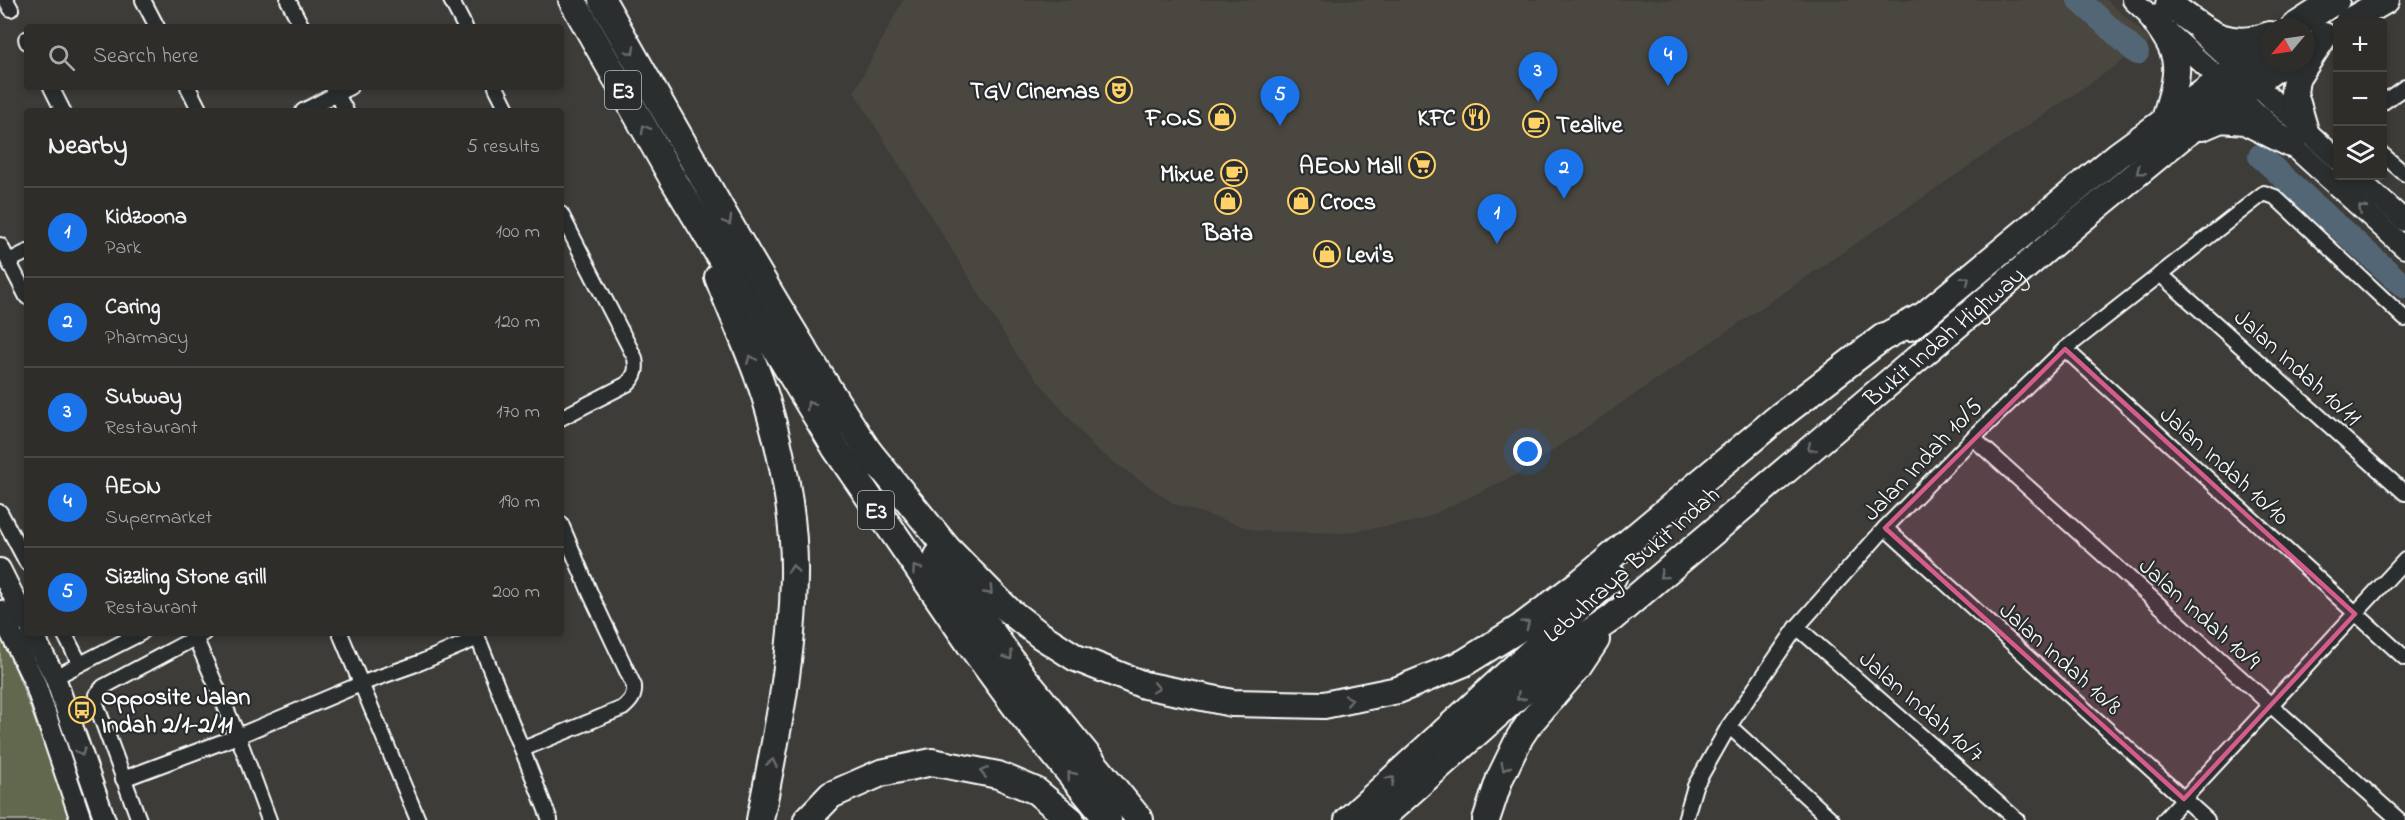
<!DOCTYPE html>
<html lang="en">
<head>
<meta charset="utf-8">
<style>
  :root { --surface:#2e2d2a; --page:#3a3936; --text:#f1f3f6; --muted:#a7a8a8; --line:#494947; --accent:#1a73e8 }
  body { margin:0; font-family:"Indie Flower",sans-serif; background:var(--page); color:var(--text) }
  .controls { position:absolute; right:18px; top:18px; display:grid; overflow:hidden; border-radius:6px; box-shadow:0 3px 9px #0003 }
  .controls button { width:54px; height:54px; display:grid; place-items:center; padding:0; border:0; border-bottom:2px solid var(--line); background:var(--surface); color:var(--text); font:30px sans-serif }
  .compass { position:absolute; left:2261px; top:18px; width:54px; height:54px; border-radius:50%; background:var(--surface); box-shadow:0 3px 9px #0003; rotate:241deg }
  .you { position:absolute; left:1528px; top:452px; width:21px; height:21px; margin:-15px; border:4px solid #fff; border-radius:50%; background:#1a73e8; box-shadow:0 0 0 9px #1a73e833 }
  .badge { display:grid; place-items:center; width:39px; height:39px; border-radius:50%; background:var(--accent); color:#fff; font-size:20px; font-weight:700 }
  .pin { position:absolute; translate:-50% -50px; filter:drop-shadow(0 2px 3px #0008) }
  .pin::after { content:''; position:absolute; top:32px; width:21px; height:18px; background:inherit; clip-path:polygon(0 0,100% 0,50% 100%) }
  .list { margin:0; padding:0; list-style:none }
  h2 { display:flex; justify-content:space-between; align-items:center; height:78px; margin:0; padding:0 24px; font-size:26px }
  h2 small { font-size:20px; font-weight:400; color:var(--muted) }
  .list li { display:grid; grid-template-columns:39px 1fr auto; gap:18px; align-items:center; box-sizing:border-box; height:90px; padding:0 24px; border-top:2px solid var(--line) }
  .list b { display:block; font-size:22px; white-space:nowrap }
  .list p { margin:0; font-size:20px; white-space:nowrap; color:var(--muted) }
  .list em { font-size:20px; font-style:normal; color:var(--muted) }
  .icon { flex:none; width:33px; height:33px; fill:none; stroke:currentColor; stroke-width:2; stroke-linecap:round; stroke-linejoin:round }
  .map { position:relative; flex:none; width:2405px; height:820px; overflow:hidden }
  .search { position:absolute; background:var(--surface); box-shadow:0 3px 9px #0003; left:24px; top:24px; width:540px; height:66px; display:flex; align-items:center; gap:15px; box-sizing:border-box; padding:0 21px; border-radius:6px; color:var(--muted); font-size:22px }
  .panel { position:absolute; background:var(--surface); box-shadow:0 3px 9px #0003; left:24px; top:108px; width:540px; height:528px; border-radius:6px }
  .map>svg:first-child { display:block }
</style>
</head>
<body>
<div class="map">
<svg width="2405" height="820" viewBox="0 0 2405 820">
  <rect width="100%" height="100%" fill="#3d3c38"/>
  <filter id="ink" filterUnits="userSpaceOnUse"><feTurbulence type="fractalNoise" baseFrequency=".0167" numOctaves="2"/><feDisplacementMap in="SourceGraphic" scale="12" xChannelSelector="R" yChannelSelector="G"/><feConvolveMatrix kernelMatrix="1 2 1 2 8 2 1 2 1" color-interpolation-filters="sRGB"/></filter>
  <g filter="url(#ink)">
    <!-- built -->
    <polygon fill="#4a463f" points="903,0 2107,0 2152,41 1518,474 1419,521 1344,533 1257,531 1174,504 1095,449 1019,358 854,92"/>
    <!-- green -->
    <polygon fill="#62684e" stroke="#b0b4a6" stroke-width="1.5" points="0,626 72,820 0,820"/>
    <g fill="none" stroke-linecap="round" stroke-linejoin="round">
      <!-- river -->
      <g stroke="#526675" stroke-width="24">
        <polyline points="2079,0 2137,53"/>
        <polyline points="2260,156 2405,287"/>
      </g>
      <defs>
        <g id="street">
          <polyline points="6,0 11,9"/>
          <polyline points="143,0 157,27"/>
          <polyline points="288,0 302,27"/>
          <polyline points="451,0 465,27"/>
          <polyline points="26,39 27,42"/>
          <polyline points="51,87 63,111"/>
          <polyline points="188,87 200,111"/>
          <polyline points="333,87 346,111"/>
          <polyline points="496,87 508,111"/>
          <polyline points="2382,103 2405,87"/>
          <polyline points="303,111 350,87"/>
          <polyline points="2382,154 2405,174"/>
          <path d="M561,214L635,358C637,369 636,376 627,384L561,418"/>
          <polyline points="0,245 27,297"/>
          <polyline points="9,261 27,252"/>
          <polyline points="2160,274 2405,493"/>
          <polyline points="2065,349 2405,658"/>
          <polyline points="1973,438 2399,820"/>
          <polyline points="0,512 27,563"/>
          <polyline points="1885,528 2207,820"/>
          <polyline points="1797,627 2017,820"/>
          <polyline points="64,633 80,664"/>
          <polyline points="340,633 418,820"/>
          <polyline points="476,633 550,820"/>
          <polyline points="195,637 238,736 269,820"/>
          <polyline points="55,677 141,633"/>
          <polyline points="1729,726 1832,820"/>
          <path d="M523,749L623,708C631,701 635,696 634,686L591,595L561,524"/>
          <polyline points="123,779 238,736 363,683 419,663 478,638"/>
          <polyline points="139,820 96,704 96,695 103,687 204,633"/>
          <polyline points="1685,820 1695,786 1729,726 1797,627 1885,528 1973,438 2065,349 2264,193 2275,197 2405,319"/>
          <polyline points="2164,820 2405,560"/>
        </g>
        <g id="secondary">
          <polyline points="2133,0 2405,248"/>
          <polyline points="2199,32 2338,160"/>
          <polyline points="2355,176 2405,221"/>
          <polyline points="0,569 27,623"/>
          <polyline points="0,611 35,683 81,820"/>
          <polyline points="32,633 55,677 105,820"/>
        </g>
        <g id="highway">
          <polyline points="572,0 673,179 836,449 969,643 1019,711 1108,820"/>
          <path d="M602,0C691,157 778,315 878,466"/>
          <path d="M2169,4C2204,29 2225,52 2270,35"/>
          <path d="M2153,18C2160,28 2169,39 2173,51C2182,73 2170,98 2165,120"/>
          <polyline points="2348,22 2386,0"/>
          <polyline points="2294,27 2336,0"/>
          <polyline points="2202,127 2221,119 2245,121 2291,144"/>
          <polyline points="2305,131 2294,93 2296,79 2324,36"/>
          <path d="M718,277C733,316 752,356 765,396C782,451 795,518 794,576C793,659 776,739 760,820"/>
          <polyline points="1910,327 2118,155 2270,44"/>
          <polyline points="869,452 947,548 1008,610 1040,635 1076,658 1144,685 1232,703 1324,705 1398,690 1464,663 1520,628 1582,581 1780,416 1882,338 1921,317"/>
          <polyline points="938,556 1024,678 1140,820"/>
          <polyline points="807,820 831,795 881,773 932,762 998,775 1036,791 1071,820"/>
          <polyline points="1348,820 1613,577"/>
          <path id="s1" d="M1379,820L1583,638L1612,618L2078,222L2185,134L2283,63"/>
          <polyline points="1486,820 1500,778 1520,737 1528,725 1578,667 1596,640"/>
        </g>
      </defs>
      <!-- street casing -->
      <use href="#street" stroke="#fff" stroke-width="18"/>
      <!-- secondary casing -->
      <use href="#secondary" stroke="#fff" stroke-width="24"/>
      <!-- highway casing -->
      <use href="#highway" stroke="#fff" stroke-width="30"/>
      <!-- street -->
      <use href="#street" stroke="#2a2d2e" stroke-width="14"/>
      <!-- secondary -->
      <use href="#secondary" stroke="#2a2d2e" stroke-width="20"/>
      <!-- highway -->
      <use href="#highway" stroke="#2a2d2e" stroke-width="26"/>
    </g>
    <!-- one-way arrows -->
    <defs><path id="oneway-chevron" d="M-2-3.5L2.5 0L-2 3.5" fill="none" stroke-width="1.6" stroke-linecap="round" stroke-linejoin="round" transform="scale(1.5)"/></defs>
    <g stroke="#6a6c6d">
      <use href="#oneway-chevron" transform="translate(631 51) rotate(60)"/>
      <use href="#oneway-chevron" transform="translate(645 129) rotate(-120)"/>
      <use href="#oneway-chevron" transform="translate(2140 171) rotate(141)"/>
      <use href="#oneway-chevron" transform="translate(2362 209) rotate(-138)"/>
      <use href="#oneway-chevron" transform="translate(728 221) rotate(60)"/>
      <use href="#oneway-chevron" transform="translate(1966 280) rotate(-40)"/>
      <use href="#oneway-chevron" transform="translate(751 359) rotate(-112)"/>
      <use href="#oneway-chevron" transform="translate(810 405) rotate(-121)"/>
      <use href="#oneway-chevron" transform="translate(1811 448) rotate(140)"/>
      <use href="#oneway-chevron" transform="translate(793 569) rotate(-93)"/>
      <use href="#oneway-chevron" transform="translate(916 569) rotate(-124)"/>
      <use href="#oneway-chevron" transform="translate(1663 575) rotate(140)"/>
      <use href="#oneway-chevron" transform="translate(989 591) rotate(46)"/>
      <use href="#oneway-chevron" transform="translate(1526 624) rotate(-37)"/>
      <use href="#oneway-chevron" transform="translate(1009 656) rotate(55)"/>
      <use href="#oneway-chevron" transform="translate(1156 688) rotate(11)"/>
      <use href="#oneway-chevron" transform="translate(1520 697) rotate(137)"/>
      <use href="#oneway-chevron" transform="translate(1349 700) rotate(-12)"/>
      <use href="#oneway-chevron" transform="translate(81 752) rotate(71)"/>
      <use href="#oneway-chevron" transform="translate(772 763) rotate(-78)"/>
      <use href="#oneway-chevron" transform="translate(1505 767) rotate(117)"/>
      <use href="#oneway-chevron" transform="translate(984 772) rotate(-168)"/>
      <use href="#oneway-chevron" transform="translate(1071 775) rotate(-129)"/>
      <use href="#oneway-chevron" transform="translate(1391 780) rotate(-43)"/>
    </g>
  </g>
  <!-- marked area -->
  <path fill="#d45d8c" fill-opacity="0.2" stroke="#d45d8c" stroke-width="4.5" stroke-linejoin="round" d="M2065,349L2355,614L2184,799L1885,528Z"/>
  <!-- icons -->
  <defs>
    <symbol id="theatre-ring" viewBox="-11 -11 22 22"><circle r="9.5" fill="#2a2d2e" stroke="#ffd166" stroke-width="1.5"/><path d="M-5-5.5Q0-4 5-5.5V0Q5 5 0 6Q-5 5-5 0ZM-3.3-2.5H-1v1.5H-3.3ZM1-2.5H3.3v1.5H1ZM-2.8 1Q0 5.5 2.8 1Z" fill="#ffd166"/></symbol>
    <symbol id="shop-ring" viewBox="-11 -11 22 22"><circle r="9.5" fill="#2a2d2e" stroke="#ffd166" stroke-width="1.5"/><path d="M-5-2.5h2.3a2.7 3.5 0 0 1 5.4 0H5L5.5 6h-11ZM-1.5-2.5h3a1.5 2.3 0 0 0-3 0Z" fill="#ffd166"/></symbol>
    <symbol id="restaurant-ring" viewBox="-11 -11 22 22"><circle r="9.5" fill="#2a2d2e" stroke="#ffd166" stroke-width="1.5"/><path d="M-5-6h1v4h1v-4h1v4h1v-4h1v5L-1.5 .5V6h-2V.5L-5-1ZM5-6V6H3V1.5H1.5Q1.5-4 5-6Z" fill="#ffd166"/></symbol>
    <symbol id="cafe-ring" viewBox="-11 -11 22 22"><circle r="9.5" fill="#2a2d2e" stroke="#ffd166" stroke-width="1.5"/><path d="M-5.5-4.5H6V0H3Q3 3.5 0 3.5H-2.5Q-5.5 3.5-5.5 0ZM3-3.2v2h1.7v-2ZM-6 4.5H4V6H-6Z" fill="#ffd166"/></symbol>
    <symbol id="supermarket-ring" viewBox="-11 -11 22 22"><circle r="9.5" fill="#2a2d2e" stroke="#ffd166" stroke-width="1.5"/><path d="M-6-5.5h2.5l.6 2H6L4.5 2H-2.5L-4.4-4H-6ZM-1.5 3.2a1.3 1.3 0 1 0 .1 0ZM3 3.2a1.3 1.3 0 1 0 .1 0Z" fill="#ffd166"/></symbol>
    <symbol id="bus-ring" viewBox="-11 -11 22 22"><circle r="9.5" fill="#2a2d2e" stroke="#ffd166" stroke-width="1.5"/><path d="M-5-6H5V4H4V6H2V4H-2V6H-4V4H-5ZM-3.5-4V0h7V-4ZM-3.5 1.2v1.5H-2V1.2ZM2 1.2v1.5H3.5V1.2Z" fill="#ffd166"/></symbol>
  </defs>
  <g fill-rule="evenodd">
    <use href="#theatre-ring" x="1104" y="75" width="30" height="30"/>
    <use href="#shop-ring" x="1207" y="102" width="30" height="30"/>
    <use href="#restaurant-ring" x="1461" y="102" width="30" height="30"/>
    <use href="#cafe-ring" x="1521" y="109" width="30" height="30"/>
    <use href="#supermarket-ring" x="1407" y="150" width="30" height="30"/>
    <use href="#cafe-ring" x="1219" y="158" width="30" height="30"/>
    <use href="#shop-ring" x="1213" y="186" width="30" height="30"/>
    <use href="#shop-ring" x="1286" y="186" width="30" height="30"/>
    <use href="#shop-ring" x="1312" y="239" width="30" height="30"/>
    <use href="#bus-ring" x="67" y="695" width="30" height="30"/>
  </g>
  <g text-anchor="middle" stroke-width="4.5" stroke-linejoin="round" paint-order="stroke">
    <!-- shield labels -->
    <g fill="#2a2d2e" stroke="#bfc0c0" stroke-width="1.5">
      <rect x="605" y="71" width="36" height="38" rx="4.5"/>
      <rect x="858" y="491" width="36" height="38" rx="4.5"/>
    </g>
    <g font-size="22" font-weight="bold" fill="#fff">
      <text x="623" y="98">E3</text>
      <text x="876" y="518">E3</text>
    </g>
    <!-- poi labels -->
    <g font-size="24" font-weight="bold" fill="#fff" stroke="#2a2d2e" text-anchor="end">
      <text x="1100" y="98">TGV Cinemas</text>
      <text x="1202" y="125">F.O.S</text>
      <text x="1456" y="125">KFC</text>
      <text x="1556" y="132" text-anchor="start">Tealive</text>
      <text x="1402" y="173">AEON Mall</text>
      <text x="1214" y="181">Mixue</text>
      <text x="1320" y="209" text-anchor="start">Crocs</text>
      <text x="1228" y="240" text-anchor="middle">Bata</text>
      <text x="1346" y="262" text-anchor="start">Levi's</text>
      <text x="101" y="704" text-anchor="start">Opposite Jalan<tspan x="101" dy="28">Indah 2/1-2/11</tspan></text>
    </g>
    <!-- street labels -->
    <g font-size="24" fill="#fff" stroke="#2a2d2e">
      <text dy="8" stroke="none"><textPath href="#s1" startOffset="744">Bukit Indah Highway</textPath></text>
      <text transform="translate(2298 367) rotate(42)" y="8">Jalan Indah 10/11</text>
      <text transform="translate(1922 459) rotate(-46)" y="8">Jalan Indah 10/5</text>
      <text transform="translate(2225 465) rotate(42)" y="8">Jalan Indah 10/10</text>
      <text transform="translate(1631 564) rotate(-41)" y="8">Lebuhraya Bukit Indah</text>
      <text transform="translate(2200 613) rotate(42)" y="8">Jalan Indah 10/9</text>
      <text transform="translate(2061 658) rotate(42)" y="8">Jalan Indah 10/8</text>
      <text transform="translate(1922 706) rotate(41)" y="8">Jalan Indah 10/7</text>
    </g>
  </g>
</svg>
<div class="controls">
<button>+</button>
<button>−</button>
<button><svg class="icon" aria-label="layers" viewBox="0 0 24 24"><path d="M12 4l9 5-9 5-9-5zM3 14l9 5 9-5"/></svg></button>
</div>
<svg class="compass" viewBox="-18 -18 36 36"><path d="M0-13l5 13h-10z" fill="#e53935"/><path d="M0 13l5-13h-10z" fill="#a7a8a8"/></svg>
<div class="you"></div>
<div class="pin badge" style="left:1497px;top:244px">1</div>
<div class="pin badge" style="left:1564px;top:199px">2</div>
<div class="pin badge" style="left:1538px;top:102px">3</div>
<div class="pin badge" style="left:1668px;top:86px">4</div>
<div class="pin badge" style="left:1280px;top:126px">5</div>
<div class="search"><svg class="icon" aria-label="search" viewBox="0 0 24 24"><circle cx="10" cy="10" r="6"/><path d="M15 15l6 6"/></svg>Search here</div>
<section class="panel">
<h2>Nearby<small>5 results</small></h2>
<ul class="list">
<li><span class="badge">1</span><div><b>Kidzoona</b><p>Park</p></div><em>100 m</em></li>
<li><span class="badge">2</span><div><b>Caring</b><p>Pharmacy</p></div><em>120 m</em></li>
<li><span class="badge">3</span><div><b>Subway</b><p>Restaurant</p></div><em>170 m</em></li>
<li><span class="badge">4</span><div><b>AEON</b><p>Supermarket</p></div><em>190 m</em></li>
<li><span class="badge">5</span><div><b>Sizzling Stone Grill</b><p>Restaurant</p></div><em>200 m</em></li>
</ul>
</section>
</div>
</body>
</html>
============================================================
The task: Each line from the start of the entries through the line with "--surface:#2e2d2a; --page:#3a3936; --text:#f1f3f6;" is to be restated exactly, and the pictures are to be skipped.

The completed task:
<!DOCTYPE html>
<html lang="en">
<head>
<meta charset="utf-8">
<style>
  :root { --surface:#2e2d2a; --page:#3a3936; --text:#f1f3f6; --muted:#a7a8a8; --line:#494947; --accent:#1a73e8 }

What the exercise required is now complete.